*** GIVEN ENTRIES Section Begins ***

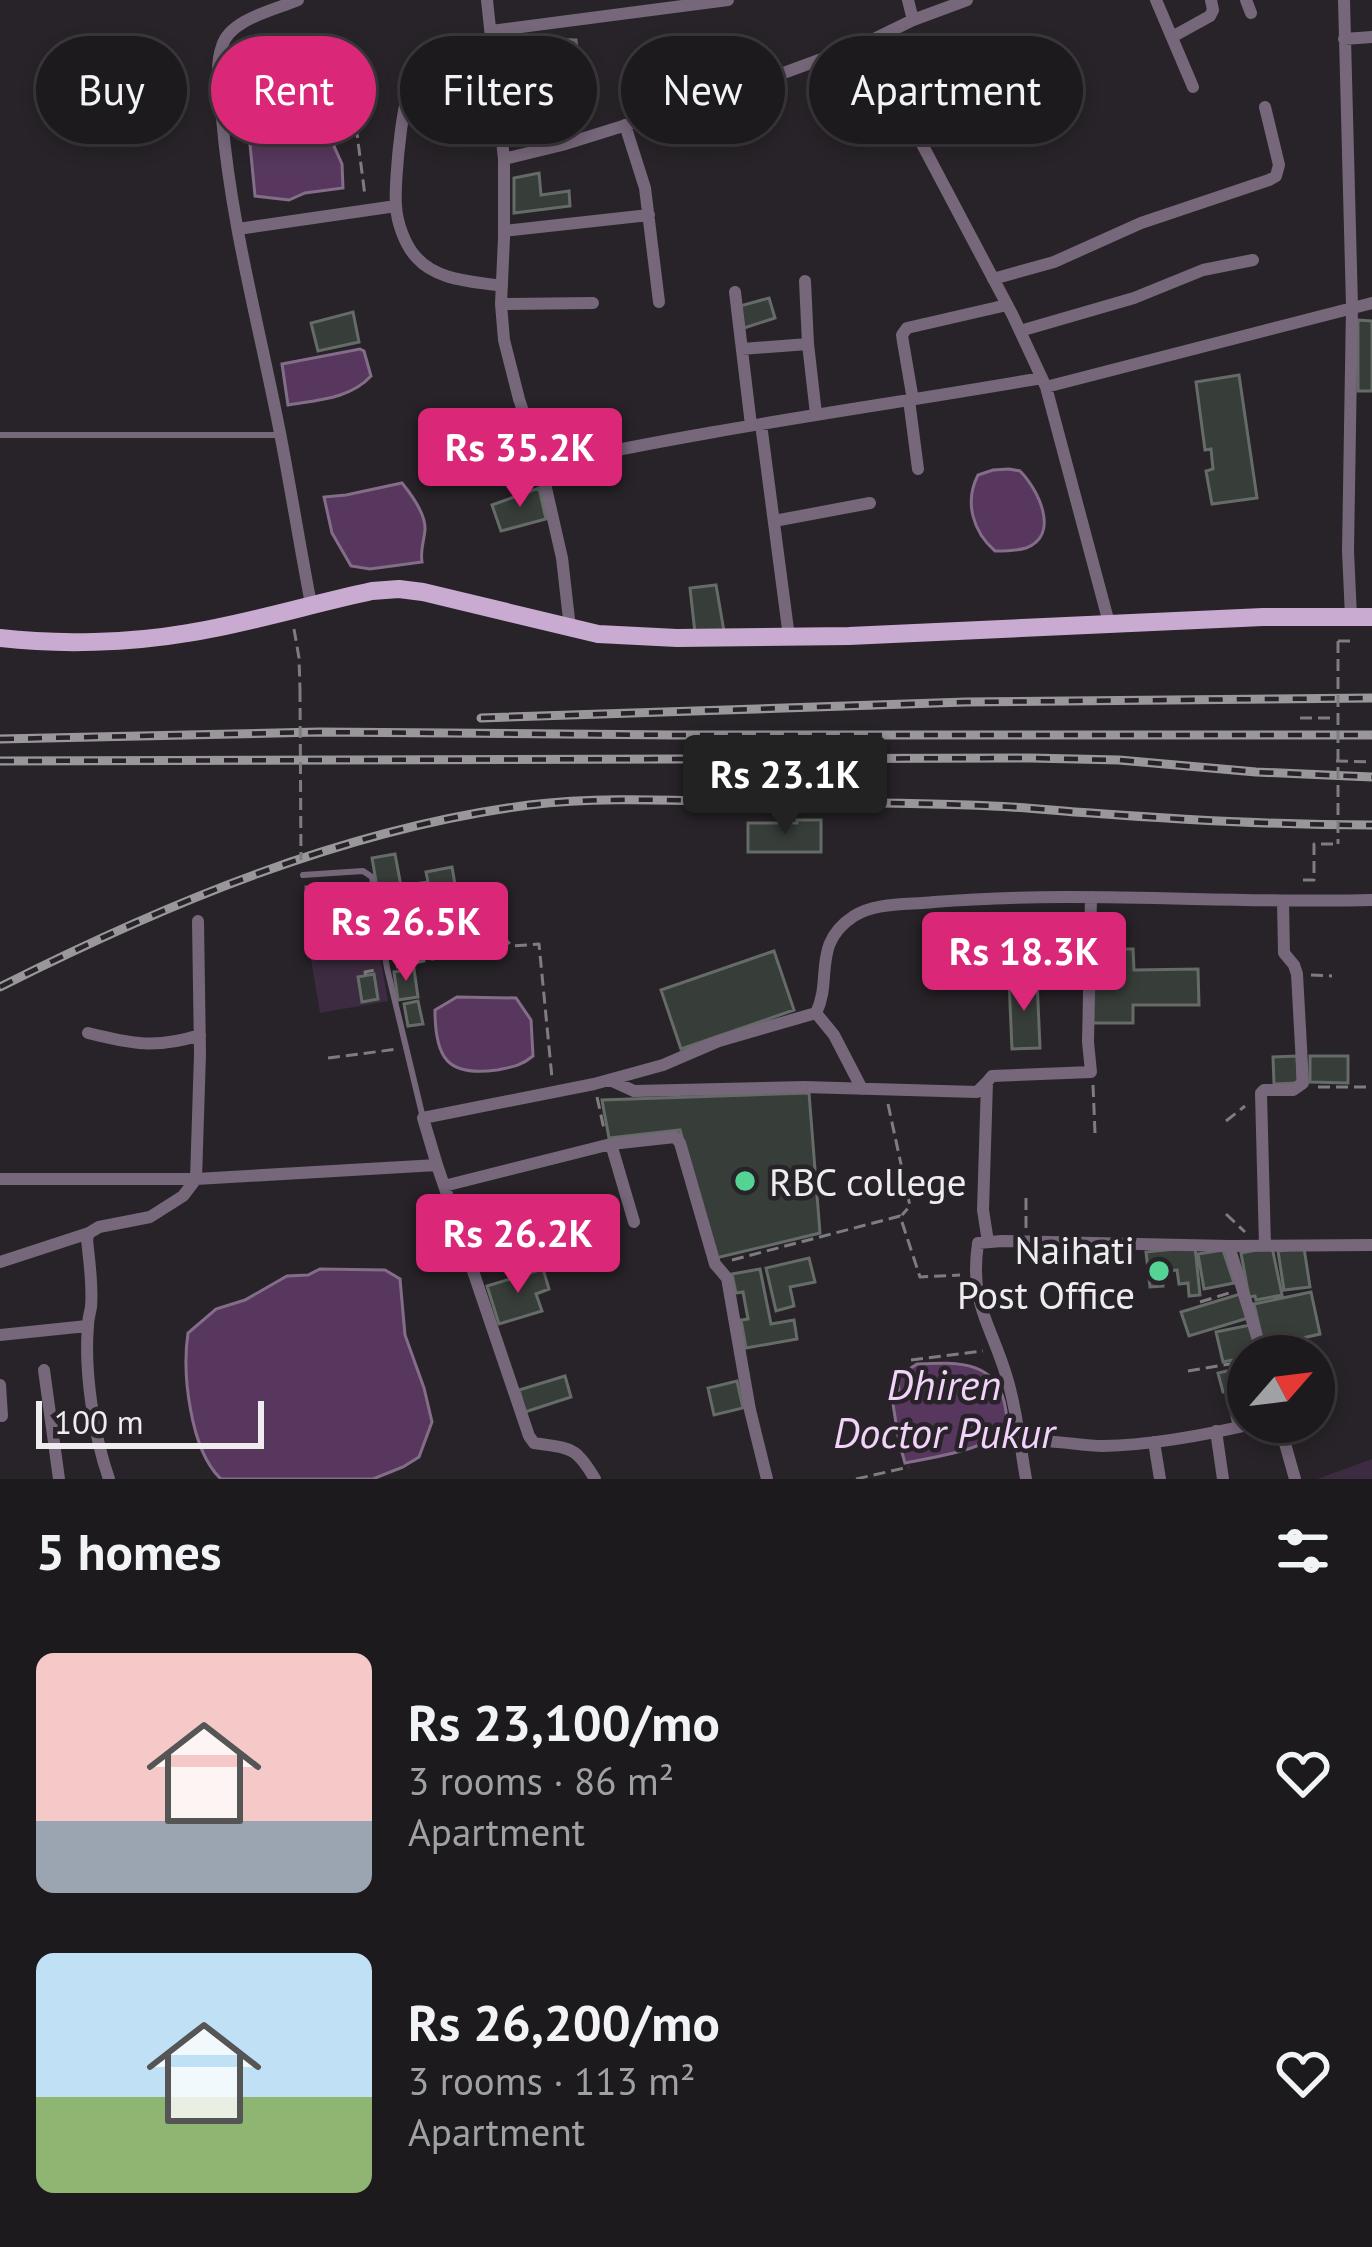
<!DOCTYPE html>
<html lang="en">
<head>
<meta charset="utf-8">
<style>
	:root { --surface:#1d1a1e; --page:#252327; --text:#f1f3f6; --muted:#a0a1a4; --line:#3b383c; --accent:#db2777 }
	body { margin:0; font-family:"PT Sans",sans-serif; background:var(--page); color:var(--text); height:100vh; display:flex; flex-direction:column; font-size:45px; white-space:nowrap }
	* { box-sizing:border-box; margin:0 }
	p { font-size:39px; color:var(--muted) }
	.icon { flex:none; width:66px; height:66px; fill:none; stroke:currentColor; stroke-width:2; stroke-linecap:round; stroke-linejoin:round }
	.map { position:relative; height:1479px; overflow:hidden }
	.details { display:flex; flex-direction:column; background:var(--surface); flex:1 }
	.details>* { flex:none }
	.hud { position:absolute; left:36px; top:36px; width:1302px; height:108px; display:flex; gap:24px }
	.needle { width:78px; rotate:62deg }
	.buttons { position:absolute; left:1227px; top:1335px; display:grid; gap:24px }
	.buttons a { display:grid; place-items:center; width:108px; height:108px; border-radius:50%; background:var(--surface); box-shadow:0 6px 18px #0003,0 0 0 3px var(--line); font-size:60px }
	.scale { position:absolute; left:36px; bottom:30px; width:228px; box-sizing:border-box; padding-left:12px; border:6px solid #eeecef; border-top:0; font-size:33px; line-height:42px; white-space:nowrap; color:#eeecef; -webkit-text-stroke:9px #272328; paint-order:stroke }
	.price { position:absolute; translate:-50% -102px; padding:0 27px; border-radius:12px; background:var(--accent); color:#fff; font-size:39px; line-height:78px; filter:drop-shadow(0 3px 6px #0008) }
	.price::after { content:''; position:absolute; left:50%; top:72px; width:36px; height:27px; margin-left:-18px; background:inherit; clip-path:polygon(0 0,100% 0,50% 100%) }
	.price.active { background:#222; color:#fff }
	ul { padding:0; list-style:none }
	li { display:flex; align-items:center; gap:36px; height:300px; padding:0 36px }
	li span { display:grid; place-items:center; flex:none; width:336px; height:240px; border-radius:18px; color:#555 }
	li>.icon { margin-inline-start:auto }
	span .icon { width:144px; height:144px; fill:#fffc; stroke-width:1 }
	li b { font-size:51px }
	h2 { display:flex; justify-content:space-between; align-items:center; height:144px; padding:0 36px; font-size:51px }
	.tag { padding:0 42px; border-radius:54px; background:var(--surface); box-shadow:0 6px 18px #0003,0 0 0 3px var(--line); font-size:42px; line-height:108px }
	.tag.active { background:var(--accent); color:#fff }
	.map>svg:first-child { display:block }
	.green { fill:#3d2c41 }
	.water { fill:#57375d; stroke:#846d89; stroke-width:3 }
	.building { fill:#373d39; stroke:#656b67; stroke-width:3 }
	.lines { fill:none; stroke-linecap:round; stroke-linejoin:round }
	.path { stroke:#7f7c80; stroke-width:3; stroke-dasharray:12 6; stroke-linecap:butt }
	.service { stroke:#76677a; stroke-width:6 }
	.minor { stroke:#76677a; stroke-width:12 }
	.primary { stroke:#c9aad0; stroke-width:18 }
	.rail-casing { stroke:#9a979b; stroke-width:9 }
	.rail { stroke:#272328; stroke-width:4.5; stroke-dasharray:14; stroke-linecap:butt }
	.path-bridge { stroke:#7f7c80; stroke-width:3; stroke-dasharray:12 6; stroke-linecap:butt }
	.poi-dot { fill:#54d395; stroke:#272328; stroke-width:4.5 }
	.labels { text-anchor:middle; dominant-baseline:central; stroke-width:9; stroke-linejoin:round; paint-order:stroke }
	.poi-label { font-size:39px; fill:#eeecef; stroke:#272328; text-anchor:start }
	.water-label { font-size:42px; font-style:italic; fill:#f3d3fa; stroke:#272328 }
</style>
</head>
<body>
<div class="map">
<svg width="1372" height="1479" viewBox="0 0 1372 1479">
	<rect width="100%" height="100%" fill="#272328"/>
	<!-- green -->
	<path class="green" d="M372,912L388,1001L320,1013L305,924Z
		M1372,1459V1479H1317Z"/>
	<!-- water -->
	<path class="water" d="M267,73H319C326,81 340,114 341,125C341,132 337,140 334,146L342,164L343,188L305,193L289,200L255,196L248,124L249,84Z
		M360,349L364,351L371,376C350,399 317,400 288,405L282,364Z
		M1009,469L1020,471C1038,489 1061,535 1026,548C1016,551 1005,551 995,551C973,532 964,502 978,475L993,470Z
		M402,483C411,494 426,514 425,530C424,542 420,549 422,562L370,569L351,566L332,533L324,497L346,495Z
		M457,997L516,998L531,1020L533,1056C521,1066 512,1067 497,1070C447,1077 435,1058 435,1010Z
		M320,1269L385,1270L400,1279L405,1335L424,1388L432,1422L419,1457L403,1467L373,1479H221C190,1450 182,1373 188,1333L216,1309L245,1300L287,1276L308,1275Z
		M917,1364C959,1362 999,1360 1006,1411C1007,1420 1007,1430 997,1436C976,1451 931,1458 905,1463L899,1442L892,1398L899,1390L897,1377Z"/>
	<!-- building -->
	<path class="building" d="M540,39L576,40L578,60L543,67Z
		M539,173L541,195L569,191L570,206L514,213V178Z
		M769,298L775,318L744,328L740,306Z
		M353,312L359,342L318,351L311,323Z
		M1358,320L1372,321V391H1358Z
		M1239,375L1257,498L1212,504L1206,471L1213,469L1211,449L1205,450L1196,382Z
		M539,488L546,519L501,531L492,505Z
		M716,585L724,631L695,633L690,588Z
		M797,820H821V852H748V823H797Z
		M395,854L401,886L428,882L426,872L452,867L465,942L437,947L430,908L408,912L413,941L387,945L372,858Z
		M325,886L326,918L307,919L306,887Z
		M1092,949H1133L1134,970L1198,969L1199,1005H1133V1023H1092Z
		M774,951L794,1010L681,1049L661,990Z
		M414,969L418,997L398,1000L394,972Z
		M374,974L378,999L362,1002L358,977Z
		M1037,979L1040,1048L1012,1049L1009,980Z
		M418,1001L423,1024L408,1026L404,1004Z
		M1297,1056L1298,1083L1274,1084L1273,1057Z
		M1310,1056H1348V1083L1310,1082Z
		M809,1093L820,1233L716,1258L680,1130L609,1138L602,1100Z
		M1195,1247L1200,1295L1189,1296L1188,1283L1179,1284L1177,1270L1162,1272L1163,1286L1150,1287L1146,1252Z
		M1272,1247L1282,1295L1256,1300L1255,1296L1249,1297L1241,1253Z
		M1304,1248L1310,1287L1284,1290L1278,1251Z
		M1223,1250L1234,1283L1204,1289L1198,1254Z
		M809,1258L815,1282L790,1287L794,1306L776,1311L766,1268Z
		M543,1269L549,1289L536,1294L542,1311L499,1324L487,1286Z
		M760,1269L771,1324L794,1320L797,1339L746,1348L741,1320L748,1319L743,1292L736,1293L732,1274Z
		M1311,1292L1320,1334L1264,1347L1254,1304Z
		M1240,1294L1248,1318L1189,1336L1181,1312Z
		M1250,1325L1257,1355L1223,1362L1216,1332Z
		M1248,1366V1386L1223,1392L1218,1373Z
		M565,1376L571,1397L525,1412L519,1390Z
		M737,1381L743,1408L714,1415L708,1388Z
		M1248,1390V1422L1234,1425L1231,1412L1244,1409L1239,1392Z"/>
	<g class="lines">
		<!-- path -->
		<path class="path" d="M356,126L365,196
			M294,629L299,658L300,690
			M1338,641H1352V637
			M1300,718H1336
			M1336,761L1372,762
			M1303,880H1314V844H1338
			M396,967L451,955L469,943L507,941L512,946L539,944L552,1078
			M366,975L365,972L375,970
			M1311,975L1332,976
			M328,1058L398,1049
			M1093,1085L1095,1133
			M1318,1087H1372
			M597,1097L604,1129
			M888,1104L910,1206L902,1215
			M1226,1121L1245,1106
			M1226,1214L1245,1232
			M1026,1228V1196
			M732,1260L900,1216L920,1277L960,1275
			M1200,1302L1229,1293
			M911,1360L983,1351
			M1188,1371L1248,1361
			M856,1479L909,1467"/>
		<!-- service -->
		<path class="service" d="M0,435H277
			M303,875L363,871L372,877L387,968L423,1118"/>
		<!-- minor -->
		<path class="minor" d="M298,0C275,10 230,19 222,46C214,68 220,95 222,118C231,225 260,329 280,433C291,490 300,547 311,604
			M487,0L504,159V238L501,304L504,340L519,399L541,466L562,558L570,628
			M908,0L913,20L868,42L1013,316L1046,387L1109,623
			M1156,0L1193,87
			M1246,0L1251,13
			M1344,0L1352,306L1348,551L1351,617
			M913,20L967,0
			M491,31L728,0
			M1172,37L1210,16L1213,10L1211,0
			M1344,39L1372,37
			M494,53C476,55 437,55 421,64C403,74 394,183 396,206C397,223 405,245 416,257C437,281 472,281 502,286
			M625,125L645,188L659,302
			M504,159L562,145L726,94L868,42
			M238,229L396,206
			M504,231L649,215
			M993,279L1054,262L1141,223L1269,180L1276,176L1279,165L1265,107
			M805,281L808,344L816,414
			M735,292L751,425
			M501,304L593,303
			M1020,331L1134,298L1203,270L1253,260
			M742,349L808,344
			M1046,387L1372,303
			M909,400L918,469
			M913,400L903,342L902,335L907,328L1007,305
			M761,424L789,637
			M541,466C707,429 875,407 1042,378
			M774,521L870,503
			M816,1013L834,1035L862,1089
			M88,1033C132,1044 156,1049 200,1035
			M610,1080L634,1091L804,1087L977,1092L987,1082L983,1210L988,1242
			M987,1082L992,1076L1091,1072L1088,1042L1091,897
			M611,1144L634,1222
			M437,1165L423,1118L594,1084L663,1065L719,1041L816,1013C833,979 811,944 854,916C876,902 908,905 934,902C1080,890 1226,904 1372,900
			M0,1179H196L437,1165L529,1436L534,1443C571,1449 575,1445 595,1479
			M444,1186L611,1144L675,1137L680,1143L715,1264L727,1278L750,1410L767,1479
			M1229,1246L1372,1245
			M1265,1246L1261,1093L1264,1090H1293L1303,1083L1297,974L1294,965L1284,953L1283,901
			M0,1262L89,1233
			M0,1335L87,1326
			M44,1370L59,1479
			M0,1385L2,1416
			M1279,1422L1295,1479
			M1216,1431L1223,1479
			M1154,1442L1160,1479
			M1020,1444C1048,1437 1075,1446 1103,1446C1155,1445 1211,1434 1261,1422
			M109,1479C94,1436 84,1372 88,1326C88,1319 90,1313 91,1307C93,1284 89,1261 87,1239L89,1233L99,1227L150,1217L183,1196L196,1179L200,1054L198,921
			M1026,1479C1020,1446 1017,1410 1007,1378C991,1323 969,1305 978,1243L1002,1241L1229,1246L1263,1356"/>
		<!-- primary -->
		<path class="primary" d="M0,638C59,645 130,643 188,633C250,623 311,604 372,591L399,589L423,592L598,634L677,638L849,636L1263,617H1372"/>
		<!-- rail casing -->
		<g class="rail-casing">
			<path id="rail" d="M481,718L966,702L1372,698
				M0,739L319,732L674,735H1372
				M0,761L1031,758L1119,760L1256,772L1372,777
				M0,987C165,904 344,829 529,805C604,796 681,801 756,802C834,803 913,802 992,806C1025,807 1058,811 1091,813C1185,820 1278,825 1372,825"/>
		</g>
		<!-- rail -->
		<use href="#rail" class="rail"/>
		<!-- path-bridge -->
		<path class="path-bridge" d="M1338,641V844
			M300,690L301,860"/>
	</g>
	<!-- markers -->
	<g class="poi-dot">
		<circle cx="745" cy="1181" r="12"/>
		<circle cx="1159" cy="1271" r="12"/>
	</g>
	<g class="labels">
		<!-- poi labels -->
		<g class="poi-label">
			<text x="769" y="1181">RBC college</text>
			<text x="1135" y="1249" text-anchor="end">Naihati<tspan x="1135" dy="45">Post Office</tspan></text>
		</g>
		<!-- water labels -->
		<g class="water-label">
			<text x="944" y="1384">Dhiren<tspan x="944" dy="48">Doctor Pukur</tspan></text>
		</g>
	</g>
</svg>
<div class="buttons">
<a><svg class="needle" viewBox="-14 -14 28 28"><path d="M0-13l5 13h-10z" fill="#e53935"/><path d="M0 13l5-13h-10z" fill="#a0a1a4"/></svg></a>
</div>
<div class="scale">100 m</div>
<b class="price" style="left:520px;top:510px">Rs 35.2K</b>
<b class="price active" style="left:785px;top:837px">Rs 23.1K</b>
<b class="price" style="left:406px;top:984px">Rs 26.5K</b>
<b class="price" style="left:1024px;top:1014px">Rs 18.3K</b>
<b class="price" style="left:518px;top:1296px">Rs 26.2K</b>
<div class="hud">
<a class="tag">Buy</a>
<a class="tag active">Rent</a>
<a class="tag">Filters</a>
<a class="tag">New</a>
<a class="tag">Apartment</a>
</div>
</div>
<section class="details">
<h2>5 homes<svg class="icon" aria-label="filters" viewBox="0 0 24 24"><path d="M4 7h16M4 17h16"/><circle cx="9" cy="7" r="2"/><circle cx="15" cy="17" r="2"/></svg></h2>
<ul>
<li><span style="background:linear-gradient(#f6c9c9 70%,#9aa5b1 0)"><svg class="icon" aria-label="home" viewBox="0 0 24 24"><path d="M3 11l9-7 9 7M6 9v11h12V9"/></svg></span><div><b>Rs 23,100/mo</b><p>3 rooms · 86 m²</p><p>Apartment</p></div><svg class="icon" aria-label="heart" viewBox="0 0 24 24"><path d="M12 20l-8-8c-3-5 5-10 8-4 3-6 11-1 8 4z"/></svg></li>
<li><span style="background:linear-gradient(#bfe0f5 60%,#8fb573 0)"><svg class="icon" aria-label="home" viewBox="0 0 24 24"><path d="M3 11l9-7 9 7M6 9v11h12V9"/></svg></span><div><b>Rs 26,200/mo</b><p>3 rooms · 113 m²</p><p>Apartment</p></div><svg class="icon" aria-label="heart" viewBox="0 0 24 24"><path d="M12 20l-8-8c-3-5 5-10 8-4 3-6 11-1 8 4z"/></svg></li>
</ul>
</section>
</body>
</html>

*** GIVEN ENTRIES Section Ends ***

:: REQUIRED ACTION ::
Pick out every line above that contains the word "flex" and copy it.

:: TASK RESULT ::
	body { margin:0; font-family:"PT Sans",sans-serif; background:var(--page); color:var(--text); height:100vh; display:flex; flex-direction:column; font-size:45px; white-space:nowrap }
	.icon { flex:none; width:66px; height:66px; fill:none; stroke:currentColor; stroke-width:2; stroke-linecap:round; stroke-linejoin:round }
	.details { display:flex; flex-direction:column; background:var(--surface); flex:1 }
	.details>* { flex:none }
	.hud { position:absolute; left:36px; top:36px; width:1302px; height:108px; display:flex; gap:24px }
	li { display:flex; align-items:center; gap:36px; height:300px; padding:0 36px }
	li span { display:grid; place-items:center; flex:none; width:336px; height:240px; border-radius:18px; color:#555 }
	h2 { display:flex; justify-content:space-between; align-items:center; height:144px; padding:0 36px; font-size:51px }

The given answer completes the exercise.